Il avertit le héraut et sa troupe de se rendre aux carrefours pour proclamer l'ordonnance sur les Anglais et celles, nombreuses, sur les incendies.
Dommage, décidément ! Il était d'une si grande beauté ! Et plus le soleil montait plus il était beau et plus il se révélait, par contraste, odieux.
Elle avait envie de lui pincer plaisamment le bout du nez en lui disant : « Vous êtes un goujat, Monsieur. »
Afin de lui faire comprendre que, même dans l'exercice de ses fonctions les plus austères, un beau garçon ne doit pas tromper à ce point sur la courtoisie, sinon l'indulgence, qu'une femme est en droit d'attendre de lui. Hélas ! Il semblait avoir oublié les règles du jeu... s'il les avait jamais connues et l'on était déjà dans l'obligation de s'interroger sur le mystère de son comportement : sot ou méchant ?
Prétentieux, à coup sûr. Il la tenait inutilement debout sans un mot d'excuse, sur le seuil de sa porte où Honorine et Chérubin étaient venus la rejoindre, levant vers lui leurs frimousses mécontentes. Angélique voyait le moment où Honorine allait s'éclipser pour revenir un bâton à la main en criant : « Je vais le tuer. »

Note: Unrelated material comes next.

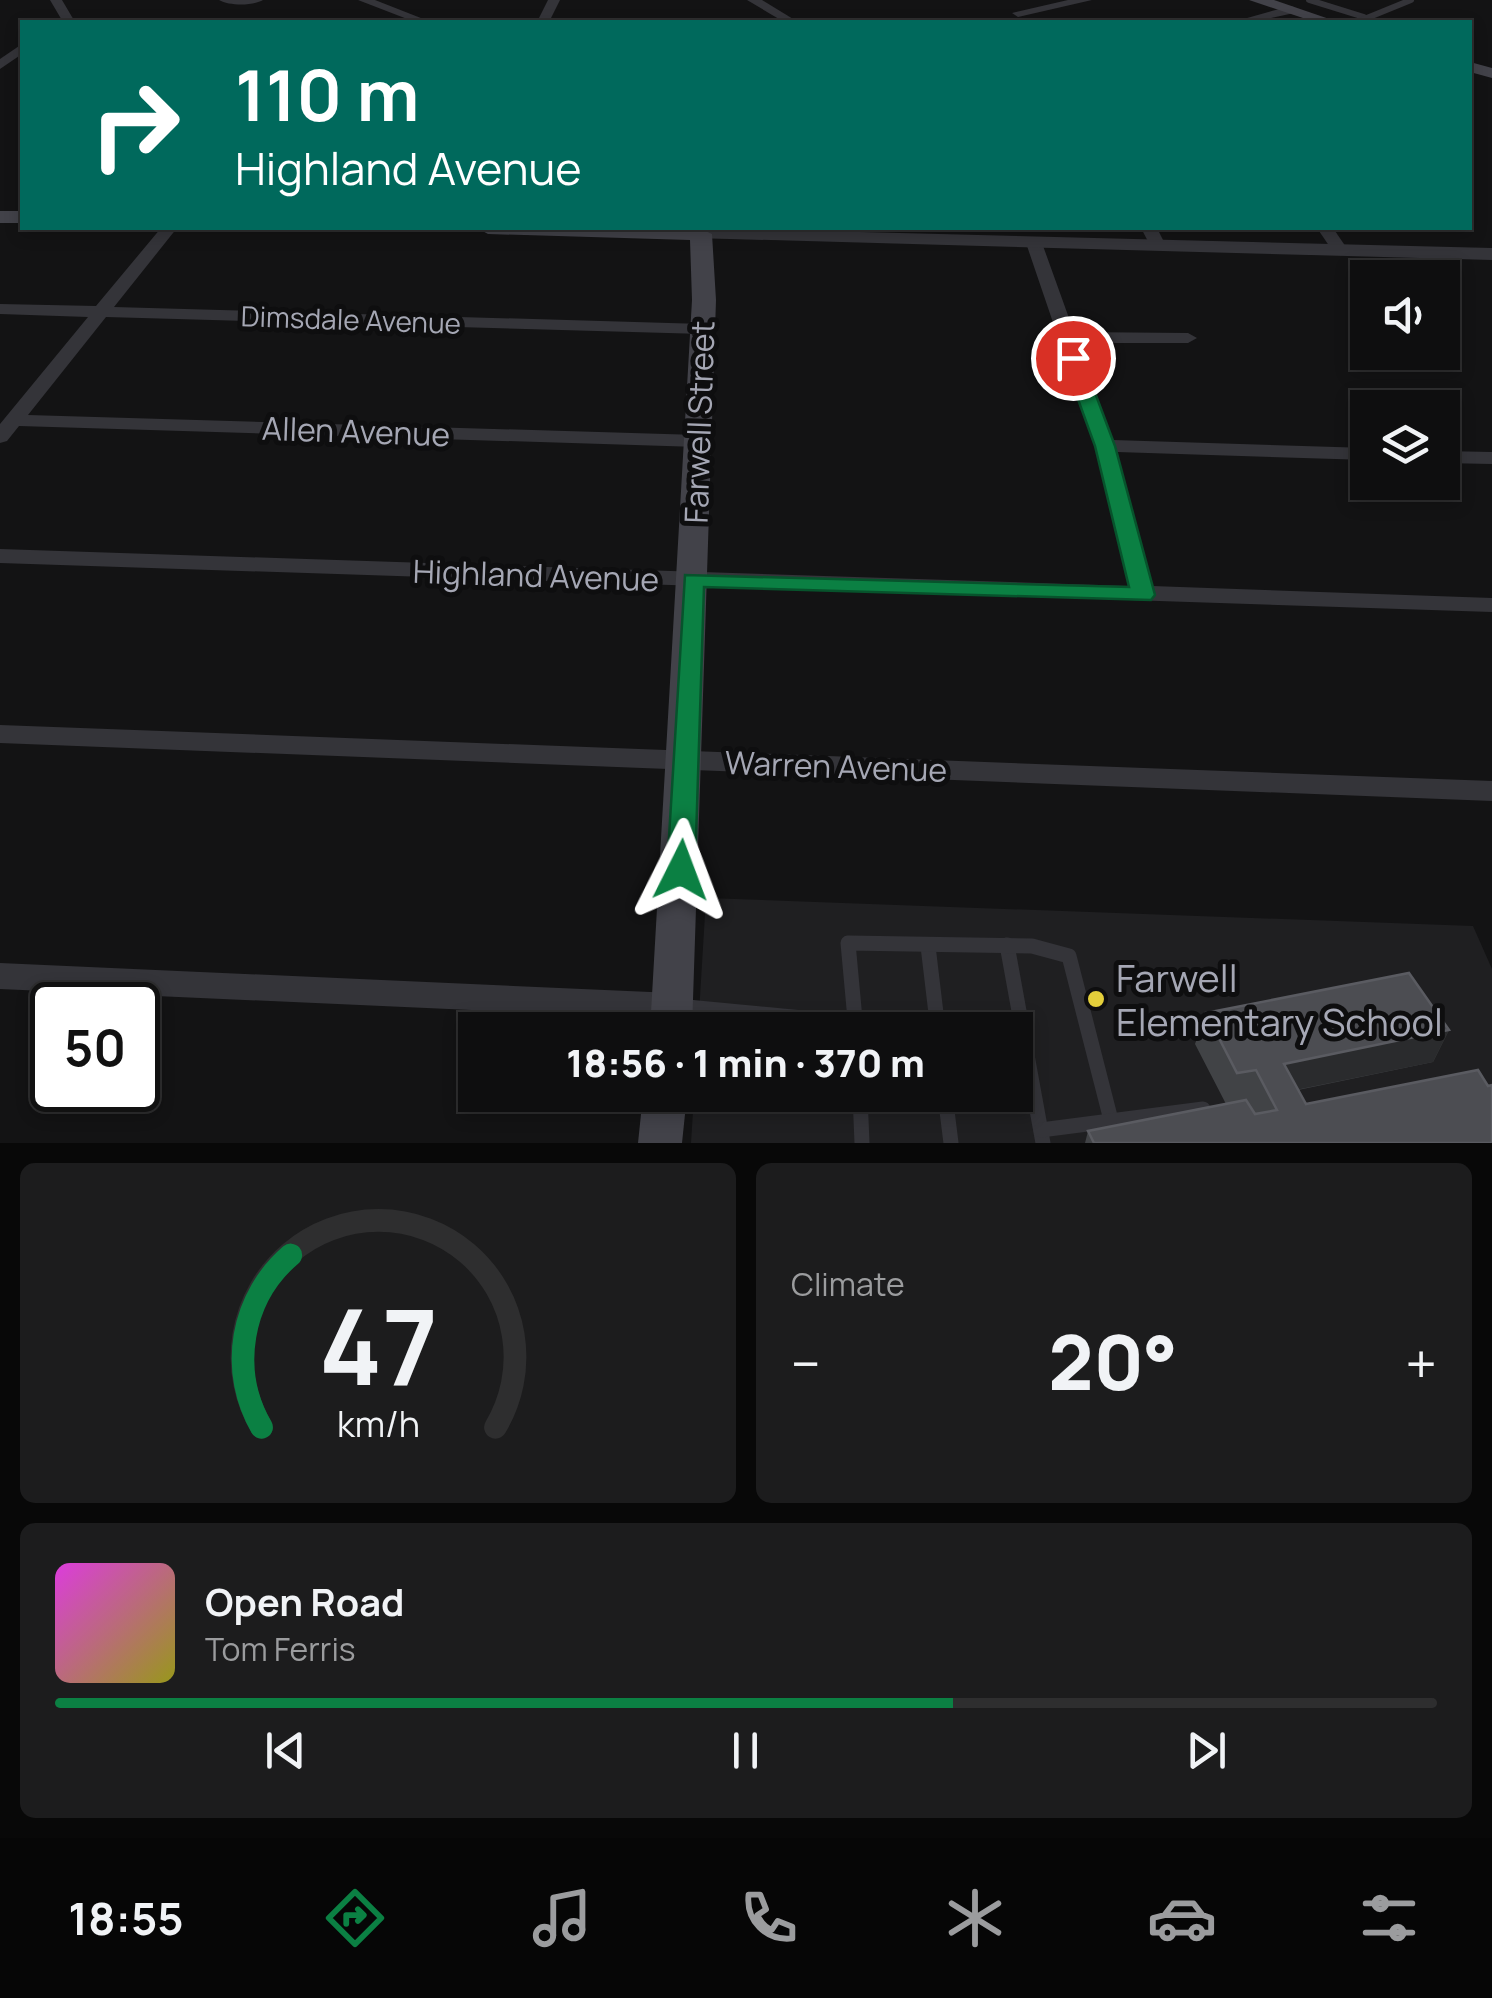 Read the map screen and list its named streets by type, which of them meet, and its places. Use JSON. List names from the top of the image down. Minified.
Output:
{"streets":{"main road":["Farwell Street"],"street":["Dimsdale Avenue","Allen Avenue","Highland Avenue","Warren Avenue"]},"crossings":[["Dimsdale Avenue","Farwell Street"],["Farwell Street","Allen Avenue"],["Farwell Street","Highland Avenue"],["Farwell Street","Warren Avenue"]],"places":["Farwell Elementary School"],"page":{"turn":["110 m","Highland Avenue"],"limit":"50","trip":"18:56 · 1 min · 370 m","tile":"Climate","heat":["−","20°","+"],"song":["Open Road","Tom Ferris"],"tabs":"18:55","gauge":["47","km/h"]}}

– Laissez Monsieur de Ville d'Avray hors de cela, le pria-t-elle. Il a eu la bonté de mettre à ma disposition son hôtel particulier et je m'en voudrais de le voir tracassé pour des sottises. Où dois-je payer ?

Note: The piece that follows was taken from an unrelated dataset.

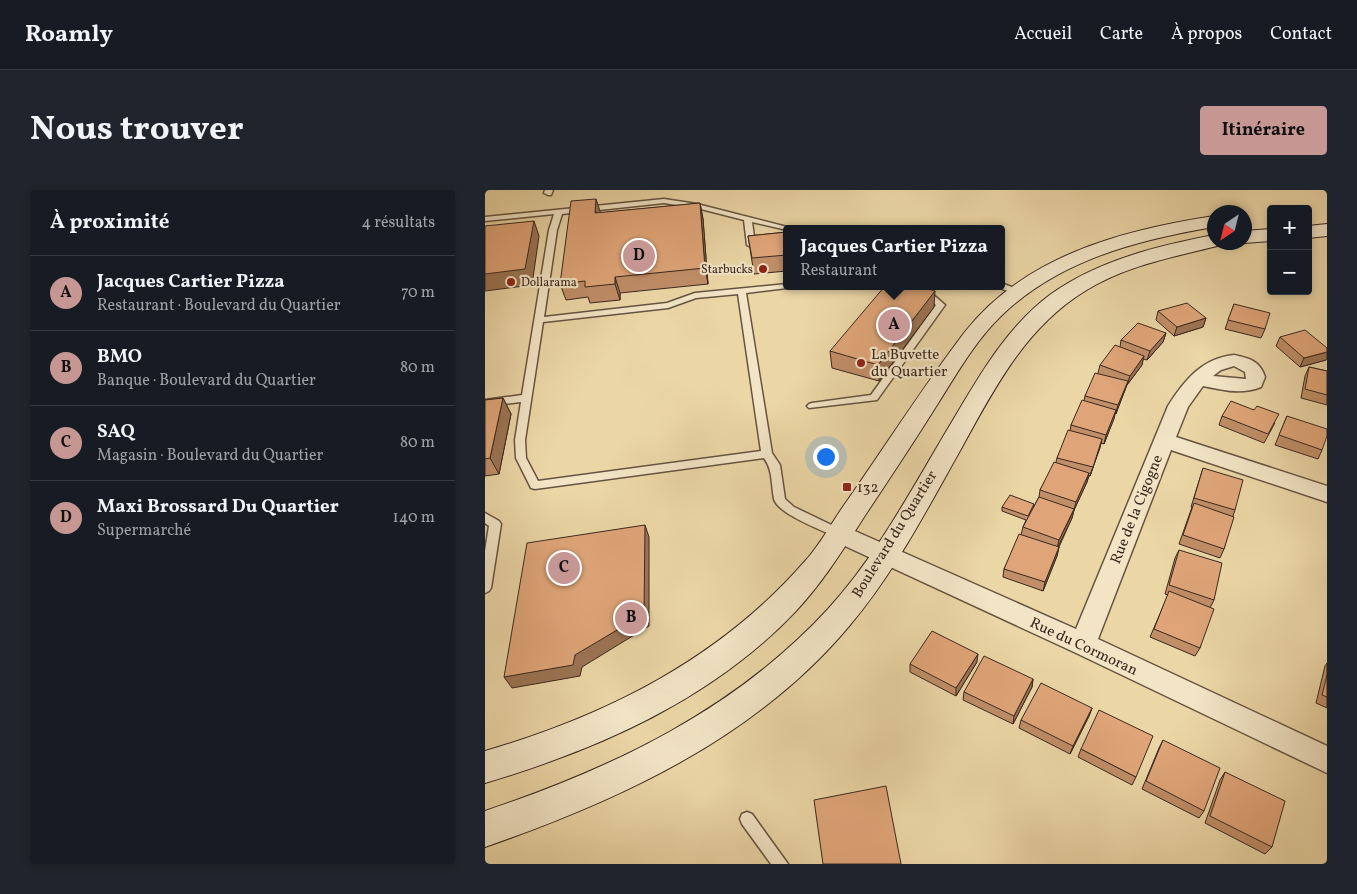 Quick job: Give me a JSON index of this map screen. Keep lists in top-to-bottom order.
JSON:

– Car vous payez ? Pour le coupe-feu ?
– Oui, est-ce à vous que je dois verser ces cinq livres, greffier du Conseil Souverain ?
– Non ! C'est à Monsieur Carbonnel. Il lui faut enregistrer votre dépôt.
– Où le trouve-t-on ?
– Au greffe du tribunal du Grand Conseil.
– J'y vais de ce pas... Mais souvenez-vous, Monsieur le Procureur, que vous avez ouvert, aujourd'hui, un lourd contentieux à régler par vous en ce qui concerne mon salut éternel.
– Que... que voulez-vous dire ? bégaya-t-il, ahuri et enfin désarçonné.
– Vous m'avez fait manquer la messe.
– Madame, pouvons-nous vous être utiles, disaient derrière elle M. de Bardagne et M. de Chambly-Montauban, venant de leur « Closerie » où ils avaient festoyé assez tardivement la veille au soir.
– Non, non, par pitié... Allez à l'office pour la rémission de vos péchés... Moi, je vais au greffe payer cinq livres d'amende pour combler de joie Monsieur le Procureur Tardieu.
Et elle se mit à courir pour descendre la rue, en tenant la main d'Honorine qui « ne voulait pas rester à la maison »...
Elle ne tolérerait sur ses talons que Piksarett dans sa peau d'ours noir et, à la rigueur, les Indiens du campement et leurs chiens ; fuyant le dogue de M. de Chambly-Montauban avec des sauts de puces. Elle était en réalité toujours enchantée de toutes les occasions qu'elle avait de connaître un nouvel aspect de Québec.
L'immeuble où se tenait le greffe royal était situé derrière la cathédrale à mi-chemin de la côte qui conduisait à la Place d'Armes et à la résidence du gouverneur.
Les fenêtres des bureaux qui étaient orientées du côté du fleuve se trouvaient directement en surplomb au-dessus du campement permanent des Hurons au cœur de Québec. On les avait rassemblés là dix à douze années plus tôt, lorsque les lambeaux de cette nation, fuyant les massacres perpétrés contre eux par les Iroquois, étaient venus se réfugier sous l'aile d'Onontio, nom donné indistinctement à tous les gouverneurs, représentant le Roi de France.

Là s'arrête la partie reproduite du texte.